_Data_.
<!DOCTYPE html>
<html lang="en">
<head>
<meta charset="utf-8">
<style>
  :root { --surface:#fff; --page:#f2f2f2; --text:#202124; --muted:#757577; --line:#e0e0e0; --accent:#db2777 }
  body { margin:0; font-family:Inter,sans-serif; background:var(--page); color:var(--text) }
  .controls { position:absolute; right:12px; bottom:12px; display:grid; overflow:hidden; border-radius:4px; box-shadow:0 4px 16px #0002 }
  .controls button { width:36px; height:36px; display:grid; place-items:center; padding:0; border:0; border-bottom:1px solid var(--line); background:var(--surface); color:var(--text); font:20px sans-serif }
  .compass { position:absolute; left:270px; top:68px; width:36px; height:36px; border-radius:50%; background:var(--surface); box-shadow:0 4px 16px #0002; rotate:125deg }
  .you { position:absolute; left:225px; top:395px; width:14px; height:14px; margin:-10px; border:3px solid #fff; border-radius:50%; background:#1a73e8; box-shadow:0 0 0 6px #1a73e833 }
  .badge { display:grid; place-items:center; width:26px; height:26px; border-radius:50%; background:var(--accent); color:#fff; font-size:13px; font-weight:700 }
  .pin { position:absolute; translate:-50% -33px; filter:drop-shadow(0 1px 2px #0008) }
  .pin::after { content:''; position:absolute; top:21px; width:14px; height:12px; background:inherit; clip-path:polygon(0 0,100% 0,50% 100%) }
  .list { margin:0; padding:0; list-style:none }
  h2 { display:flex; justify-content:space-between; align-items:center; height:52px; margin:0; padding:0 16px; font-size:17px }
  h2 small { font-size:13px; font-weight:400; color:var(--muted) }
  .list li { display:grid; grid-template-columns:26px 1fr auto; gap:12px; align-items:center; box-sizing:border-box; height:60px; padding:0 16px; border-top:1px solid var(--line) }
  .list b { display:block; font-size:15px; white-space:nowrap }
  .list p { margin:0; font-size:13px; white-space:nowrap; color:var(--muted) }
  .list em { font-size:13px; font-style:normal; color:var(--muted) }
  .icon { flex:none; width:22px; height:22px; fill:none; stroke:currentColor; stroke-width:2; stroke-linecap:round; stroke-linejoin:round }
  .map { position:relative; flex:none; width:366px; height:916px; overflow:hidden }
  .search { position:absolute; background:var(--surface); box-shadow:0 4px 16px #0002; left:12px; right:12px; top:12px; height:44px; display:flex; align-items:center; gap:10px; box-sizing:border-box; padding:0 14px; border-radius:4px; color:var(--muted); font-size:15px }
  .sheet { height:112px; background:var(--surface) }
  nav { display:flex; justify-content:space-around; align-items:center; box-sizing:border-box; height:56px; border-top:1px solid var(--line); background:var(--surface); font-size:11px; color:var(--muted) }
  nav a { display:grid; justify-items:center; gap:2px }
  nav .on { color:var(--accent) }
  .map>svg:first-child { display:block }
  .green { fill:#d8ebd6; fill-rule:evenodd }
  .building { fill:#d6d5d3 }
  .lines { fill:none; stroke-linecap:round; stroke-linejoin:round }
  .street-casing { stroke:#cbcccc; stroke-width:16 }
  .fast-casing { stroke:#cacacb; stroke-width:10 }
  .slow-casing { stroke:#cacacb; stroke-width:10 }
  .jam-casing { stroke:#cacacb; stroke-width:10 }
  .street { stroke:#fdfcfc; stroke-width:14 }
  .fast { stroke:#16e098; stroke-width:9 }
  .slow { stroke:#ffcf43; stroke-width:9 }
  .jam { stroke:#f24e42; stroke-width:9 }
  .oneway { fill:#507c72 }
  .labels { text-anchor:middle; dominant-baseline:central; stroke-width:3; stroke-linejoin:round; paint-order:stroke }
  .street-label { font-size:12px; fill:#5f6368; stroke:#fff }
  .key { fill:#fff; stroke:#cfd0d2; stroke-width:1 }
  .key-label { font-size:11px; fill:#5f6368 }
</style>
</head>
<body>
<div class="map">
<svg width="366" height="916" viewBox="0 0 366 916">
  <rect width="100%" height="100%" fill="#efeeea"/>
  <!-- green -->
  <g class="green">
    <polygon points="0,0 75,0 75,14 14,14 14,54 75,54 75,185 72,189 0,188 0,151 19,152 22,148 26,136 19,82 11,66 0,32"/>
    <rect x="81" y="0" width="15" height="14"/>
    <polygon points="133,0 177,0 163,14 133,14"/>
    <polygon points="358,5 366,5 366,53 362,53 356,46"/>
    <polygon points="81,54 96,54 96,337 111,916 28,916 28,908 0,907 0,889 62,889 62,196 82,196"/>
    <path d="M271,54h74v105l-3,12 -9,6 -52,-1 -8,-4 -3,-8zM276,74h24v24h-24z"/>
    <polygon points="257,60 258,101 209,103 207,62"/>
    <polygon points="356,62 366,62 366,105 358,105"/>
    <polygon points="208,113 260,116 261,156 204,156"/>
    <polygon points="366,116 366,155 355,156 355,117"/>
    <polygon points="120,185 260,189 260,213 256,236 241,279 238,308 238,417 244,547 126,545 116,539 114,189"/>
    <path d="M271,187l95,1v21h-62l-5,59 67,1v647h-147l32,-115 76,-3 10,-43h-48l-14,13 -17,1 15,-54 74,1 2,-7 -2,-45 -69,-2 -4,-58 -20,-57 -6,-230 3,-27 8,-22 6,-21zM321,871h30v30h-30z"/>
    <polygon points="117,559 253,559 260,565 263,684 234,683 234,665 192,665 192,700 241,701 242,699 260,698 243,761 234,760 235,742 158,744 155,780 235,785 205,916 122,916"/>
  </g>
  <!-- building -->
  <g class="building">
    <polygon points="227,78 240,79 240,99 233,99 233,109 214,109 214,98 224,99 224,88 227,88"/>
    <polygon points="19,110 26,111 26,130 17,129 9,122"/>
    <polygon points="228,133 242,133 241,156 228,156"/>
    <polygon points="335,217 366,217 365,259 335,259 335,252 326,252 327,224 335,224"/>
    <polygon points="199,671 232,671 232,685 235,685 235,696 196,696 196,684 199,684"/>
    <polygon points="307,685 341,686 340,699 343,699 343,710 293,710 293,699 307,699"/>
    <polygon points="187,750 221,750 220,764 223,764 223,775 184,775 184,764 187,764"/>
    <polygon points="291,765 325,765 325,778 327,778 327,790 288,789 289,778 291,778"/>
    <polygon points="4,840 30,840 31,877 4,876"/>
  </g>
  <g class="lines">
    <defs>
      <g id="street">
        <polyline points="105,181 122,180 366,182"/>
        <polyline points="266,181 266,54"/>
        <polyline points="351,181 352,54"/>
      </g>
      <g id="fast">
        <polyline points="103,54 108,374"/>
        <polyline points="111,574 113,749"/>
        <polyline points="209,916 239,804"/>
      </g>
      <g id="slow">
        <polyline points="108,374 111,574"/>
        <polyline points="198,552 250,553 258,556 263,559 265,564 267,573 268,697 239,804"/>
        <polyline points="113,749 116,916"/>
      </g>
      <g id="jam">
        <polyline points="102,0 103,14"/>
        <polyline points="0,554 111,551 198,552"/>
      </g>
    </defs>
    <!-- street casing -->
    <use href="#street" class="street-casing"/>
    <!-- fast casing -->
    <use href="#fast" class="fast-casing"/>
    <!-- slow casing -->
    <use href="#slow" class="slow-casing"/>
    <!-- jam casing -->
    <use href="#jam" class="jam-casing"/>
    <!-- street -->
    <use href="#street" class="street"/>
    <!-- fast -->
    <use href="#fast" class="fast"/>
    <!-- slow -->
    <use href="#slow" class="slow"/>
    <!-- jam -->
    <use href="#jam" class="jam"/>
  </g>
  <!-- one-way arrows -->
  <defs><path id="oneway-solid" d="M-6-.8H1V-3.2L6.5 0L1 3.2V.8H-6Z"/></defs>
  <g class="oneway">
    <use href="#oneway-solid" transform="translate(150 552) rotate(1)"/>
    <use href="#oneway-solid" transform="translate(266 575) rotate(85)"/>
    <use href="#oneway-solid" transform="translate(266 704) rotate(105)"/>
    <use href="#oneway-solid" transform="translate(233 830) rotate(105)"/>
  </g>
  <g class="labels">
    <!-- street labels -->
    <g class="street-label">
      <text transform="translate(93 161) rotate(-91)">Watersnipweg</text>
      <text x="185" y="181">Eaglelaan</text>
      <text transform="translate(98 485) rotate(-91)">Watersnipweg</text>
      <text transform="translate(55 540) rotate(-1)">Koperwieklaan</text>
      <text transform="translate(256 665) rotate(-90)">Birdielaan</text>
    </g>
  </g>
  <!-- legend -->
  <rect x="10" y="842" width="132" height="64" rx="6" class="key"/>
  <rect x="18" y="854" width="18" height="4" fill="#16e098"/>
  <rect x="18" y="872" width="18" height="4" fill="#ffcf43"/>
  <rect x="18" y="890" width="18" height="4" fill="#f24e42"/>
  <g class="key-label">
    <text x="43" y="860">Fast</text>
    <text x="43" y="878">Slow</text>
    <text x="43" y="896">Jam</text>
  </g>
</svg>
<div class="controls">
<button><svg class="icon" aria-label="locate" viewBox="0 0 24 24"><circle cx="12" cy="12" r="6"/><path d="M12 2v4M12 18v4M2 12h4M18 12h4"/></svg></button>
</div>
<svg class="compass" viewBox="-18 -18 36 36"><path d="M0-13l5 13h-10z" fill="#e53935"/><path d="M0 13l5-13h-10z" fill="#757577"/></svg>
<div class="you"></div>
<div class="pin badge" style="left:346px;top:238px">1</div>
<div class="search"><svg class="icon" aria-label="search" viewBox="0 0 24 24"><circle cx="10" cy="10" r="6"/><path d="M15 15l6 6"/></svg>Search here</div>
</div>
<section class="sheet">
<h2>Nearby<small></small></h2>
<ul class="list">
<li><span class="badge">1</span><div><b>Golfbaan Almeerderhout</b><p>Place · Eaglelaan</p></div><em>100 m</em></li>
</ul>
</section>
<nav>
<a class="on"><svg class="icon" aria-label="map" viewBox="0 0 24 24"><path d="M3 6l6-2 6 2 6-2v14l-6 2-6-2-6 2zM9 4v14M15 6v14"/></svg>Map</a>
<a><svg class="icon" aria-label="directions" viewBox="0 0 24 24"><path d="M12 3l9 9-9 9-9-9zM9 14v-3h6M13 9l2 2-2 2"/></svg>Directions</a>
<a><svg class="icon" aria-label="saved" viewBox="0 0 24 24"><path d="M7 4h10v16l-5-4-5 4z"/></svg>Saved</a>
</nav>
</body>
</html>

_What to work on_. All that is needed is the opening run of the data, given again exactly: please include every line from the first through the line with "position:absolute; left:225px; top:395px;", both ends kept.

_Exercise result_.
<!DOCTYPE html>
<html lang="en">
<head>
<meta charset="utf-8">
<style>
  :root { --surface:#fff; --page:#f2f2f2; --text:#202124; --muted:#757577; --line:#e0e0e0; --accent:#db2777 }
  body { margin:0; font-family:Inter,sans-serif; background:var(--page); color:var(--text) }
  .controls { position:absolute; right:12px; bottom:12px; display:grid; overflow:hidden; border-radius:4px; box-shadow:0 4px 16px #0002 }
  .controls button { width:36px; height:36px; display:grid; place-items:center; padding:0; border:0; border-bottom:1px solid var(--line); background:var(--surface); color:var(--text); font:20px sans-serif }
  .compass { position:absolute; left:270px; top:68px; width:36px; height:36px; border-radius:50%; background:var(--surface); box-shadow:0 4px 16px #0002; rotate:125deg }
  .you { position:absolute; left:225px; top:395px; width:14px; height:14px; margin:-10px; border:3px solid #fff; border-radius:50%; background:#1a73e8; box-shadow:0 0 0 6px #1a73e833 }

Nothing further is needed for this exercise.